If {f \in L^2(G)}, the inner product {\langle f, \chi_\xi\rangle_{L^2(G)}} of {f} with any multiplicative character {\chi_\xi: x \mapsto e^{2\pi i \xi \cdot x}} is just the Fourier coefficient {\hat f(\xi)} of {f} at the corresponding frequency. Applying the general theory of orthonormal bases (see Notes 5), we obtain the following consequences:

Corollary 22 (Plancherel theorem for compact abelian groups, again) Let {G} be a compact abelian group with probability Haar measure {\mu}.

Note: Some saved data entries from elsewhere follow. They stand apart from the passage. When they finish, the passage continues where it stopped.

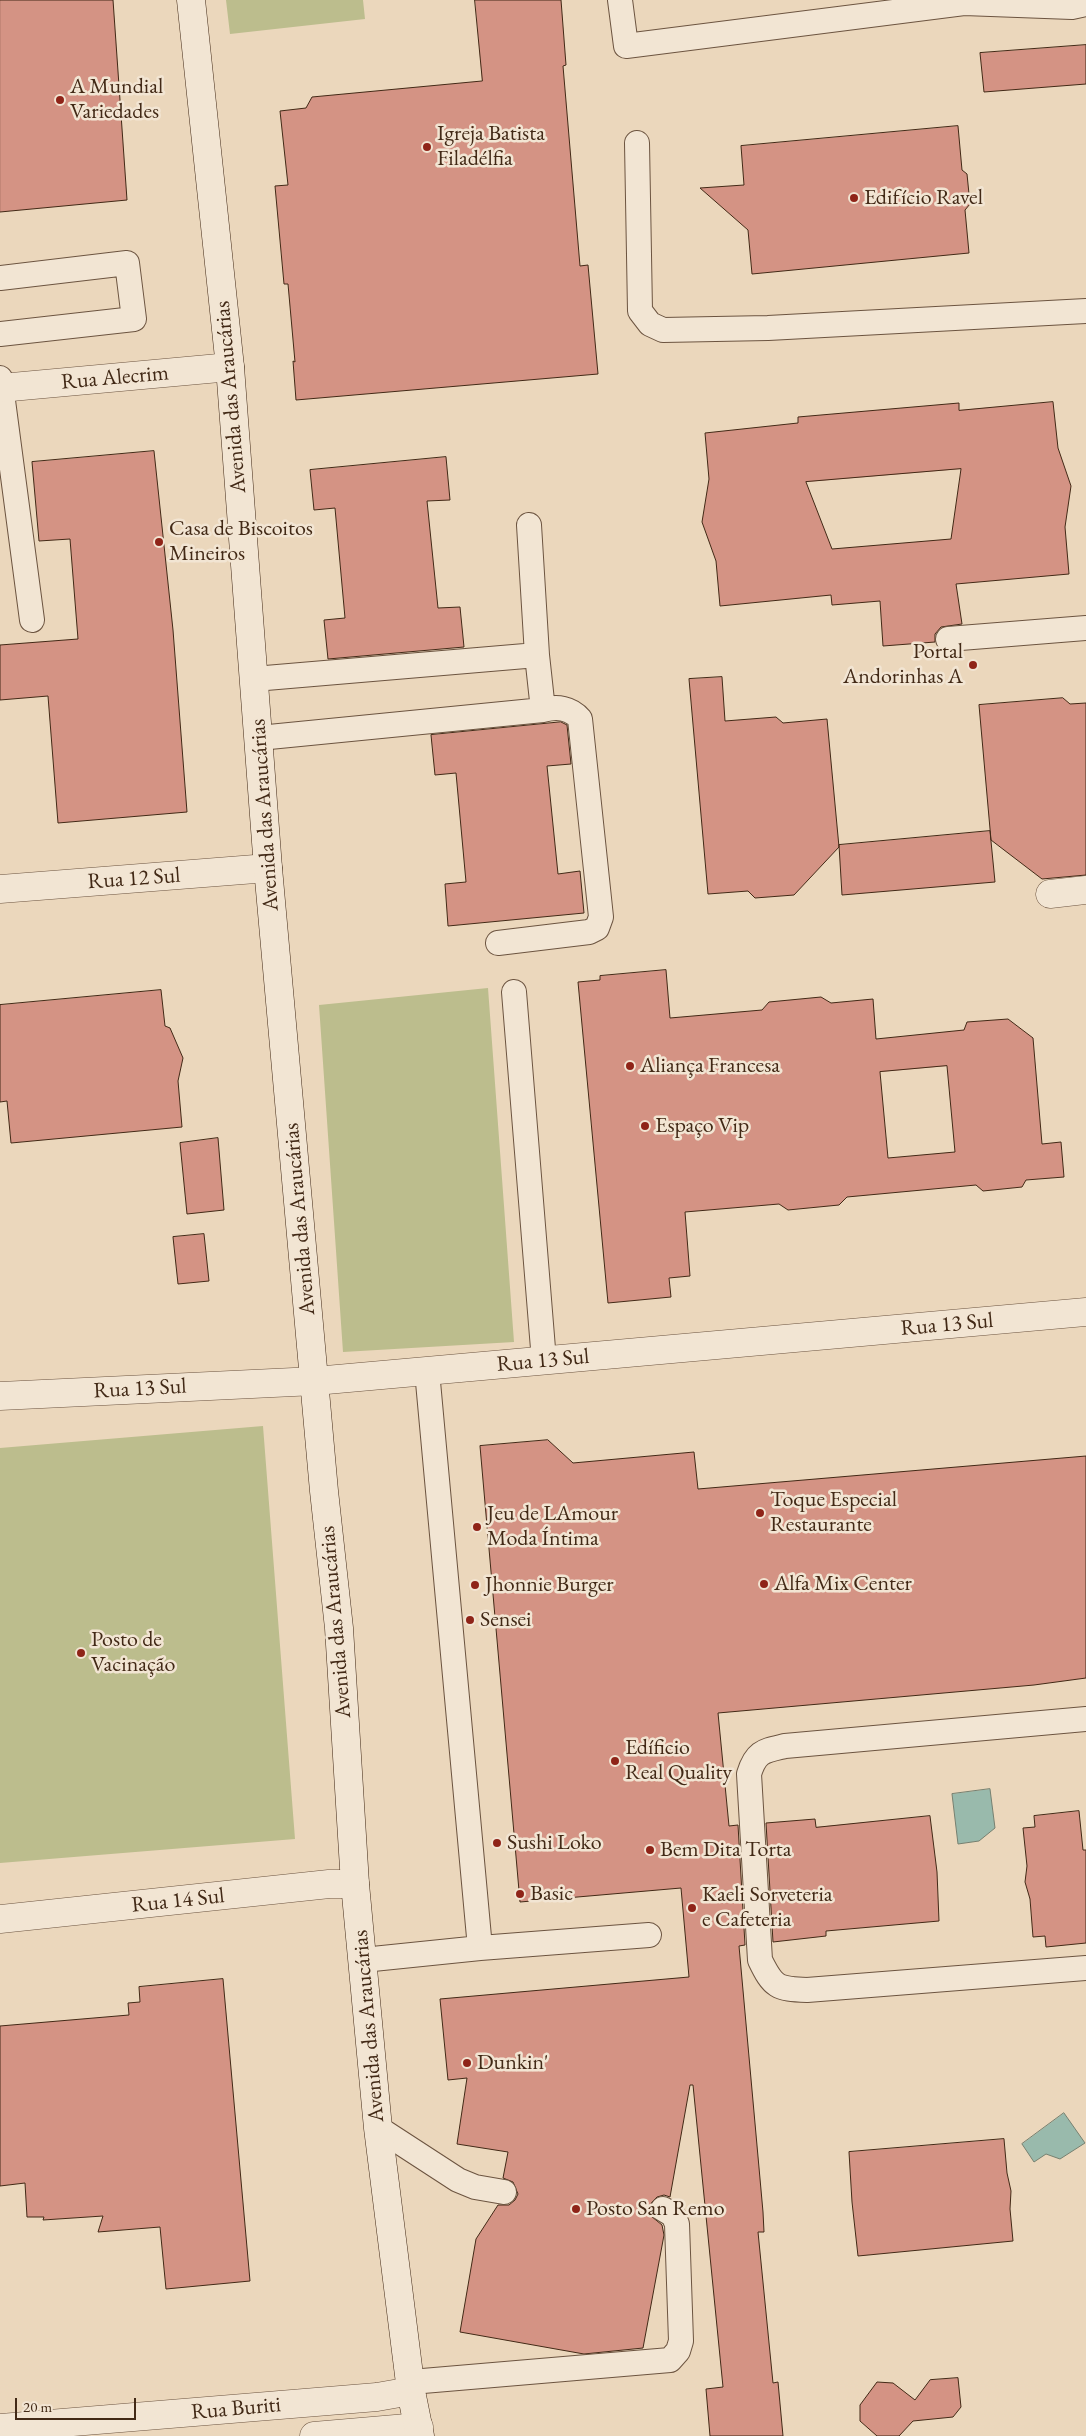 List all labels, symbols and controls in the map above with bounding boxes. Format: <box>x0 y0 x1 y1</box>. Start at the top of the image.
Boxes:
place label: A Mundial Variedades <box>70 74 163 125</box>
marker: A Mundial Variedades <box>54 94 66 106</box>
place label: Igreja Batista Filadélfia <box>437 121 545 172</box>
marker: Igreja Batista Filadélfia <box>421 141 433 153</box>
place label: Edifício Ravel <box>864 185 983 211</box>
marker: Edifício Ravel <box>848 192 860 204</box>
street label: Avenida das Araucárias <box>209 300 253 494</box>
street label: Rua Alecrim <box>60 360 170 396</box>
place label: Casa de Biscoitos Mineiros <box>169 516 313 568</box>
marker: Casa de Biscoitos Mineiros <box>153 536 165 548</box>
place label: Portal Andorinhas A <box>843 639 963 690</box>
marker: Portal Andorinhas A <box>967 659 979 671</box>
street label: Avenida das Araucárias <box>245 718 285 912</box>
street label: Rua 12 Sul <box>87 863 181 895</box>
place label: Aliança Francesa <box>640 1053 780 1079</box>
marker: Aliança Francesa <box>624 1060 636 1072</box>
place label: Espaço Vip <box>655 1113 749 1139</box>
marker: Espaço Vip <box>639 1120 651 1132</box>
street label: Avenida das Araucárias <box>278 1122 322 1316</box>
street label: Rua 13 Sul <box>899 1308 995 1342</box>
street label: Rua 13 Sul <box>495 1344 591 1378</box>
street label: Rua 13 Sul <box>93 1373 187 1405</box>
place label: Toque Especial Restaurante <box>770 1487 897 1538</box>
place label: Jeu de LAmour Moda Íntima <box>487 1501 618 1552</box>
marker: Toque Especial Restaurante <box>754 1507 766 1519</box>
marker: Jeu de LAmour Moda Íntima <box>471 1521 483 1533</box>
street label: Avenida das Araucárias <box>314 1525 358 1719</box>
place label: Alfa Mix Center <box>774 1571 912 1597</box>
place label: Jhonnie Burger <box>485 1572 614 1598</box>
marker: Alfa Mix Center <box>758 1578 770 1590</box>
marker: Jhonnie Burger <box>469 1579 481 1591</box>
place label: Sensei <box>480 1607 532 1633</box>
marker: Sensei <box>464 1614 476 1626</box>
place label: Posto de Vacinação <box>91 1627 175 1678</box>
marker: Posto de Vacinação <box>75 1647 87 1659</box>
place label: Edíficio Real Quality <box>625 1735 732 1786</box>
marker: Edíficio Real Quality <box>609 1755 621 1767</box>
place label: Sushi Loko <box>507 1830 602 1856</box>
marker: Sushi Loko <box>491 1837 503 1849</box>
place label: Bem Dita Torta <box>660 1837 791 1863</box>
marker: Bem Dita Torta <box>644 1844 656 1856</box>
place label: Basic <box>530 1881 573 1907</box>
place label: Kaeli Sorveteria e Cafeteria <box>702 1882 833 1934</box>
street label: Rua 14 Sul <box>130 1883 226 1919</box>
marker: Basic <box>514 1888 526 1900</box>
marker: Kaeli Sorveteria e Cafeteria <box>686 1902 698 1914</box>
street label: Avenida das Araucárias <box>347 1929 391 2123</box>
place label: Dunkin' <box>477 2050 549 2076</box>
marker: Dunkin' <box>461 2057 473 2069</box>
place label: Posto San Remo <box>586 2196 725 2222</box>
marker: Posto San Remo <box>570 2203 582 2215</box>
scale bar <box>18 2388 139 2420</box>
street label: Rua Buriti <box>190 2392 282 2426</box>
text: 20 m <box>23 2397 52 2416</box>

  • (Parseval identity) For any {f \in L^2(G)}, we have {\|f\|_{L^2(G)}^2 = \sum_{\xi \in \hat G} |\hat f(\xi)|^2}.
  • (Parseval identity, II) For any {f,g \in L^2(G)}, we have {\langle f, g \rangle_{L^2(G)} = \sum_{\xi \in \hat G} \hat f(\xi) \overline{\hat g(\xi)}}.
  • (Unitarity) Thus the Fourier transform is a unitary transformation from {L^2(G)} to {\ell^2(\hat G)}.
  • (Inversion formula) For any {f \in L^2(G)}, the series {x \mapsto \sum_{\xi \in \hat G} \hat f(\xi) e^{2\pi i \xi \cdot x}} converges unconditionally in {L^2(G)} to {f}.
  • (Inversion formula, II) For any sequence {(c_\xi)_{\xi \in \hat G}} in {\ell^2(\hat G)}, the series {x \mapsto \sum_{\xi \in \hat G} c_\xi e^{2\pi i \xi \cdot x}} converges unconditionally in {L^2(G)} to a function {f} with {c_\xi} as its Fourier coefficients.

We can record here a textbook application of the Riesz-Thorin interpolation theorem from the previous notes. Observe that the Fourier transform map {{\mathcal F}: f \mapsto \hat f} maps {L^2(G)} to {\ell^2(\hat G)} with norm {1}, and also trivially maps {L^1(G)} to {\ell^\infty(\hat G)} with norm {1}. Applying the interpolation theorem, we conclude the Hausdorff-Young inequality

\displaystyle  \| \hat f \|_{\ell^{p'}(\hat G)} \leq \|f\|_{L^p(G)} \ \ \ \ \ (6)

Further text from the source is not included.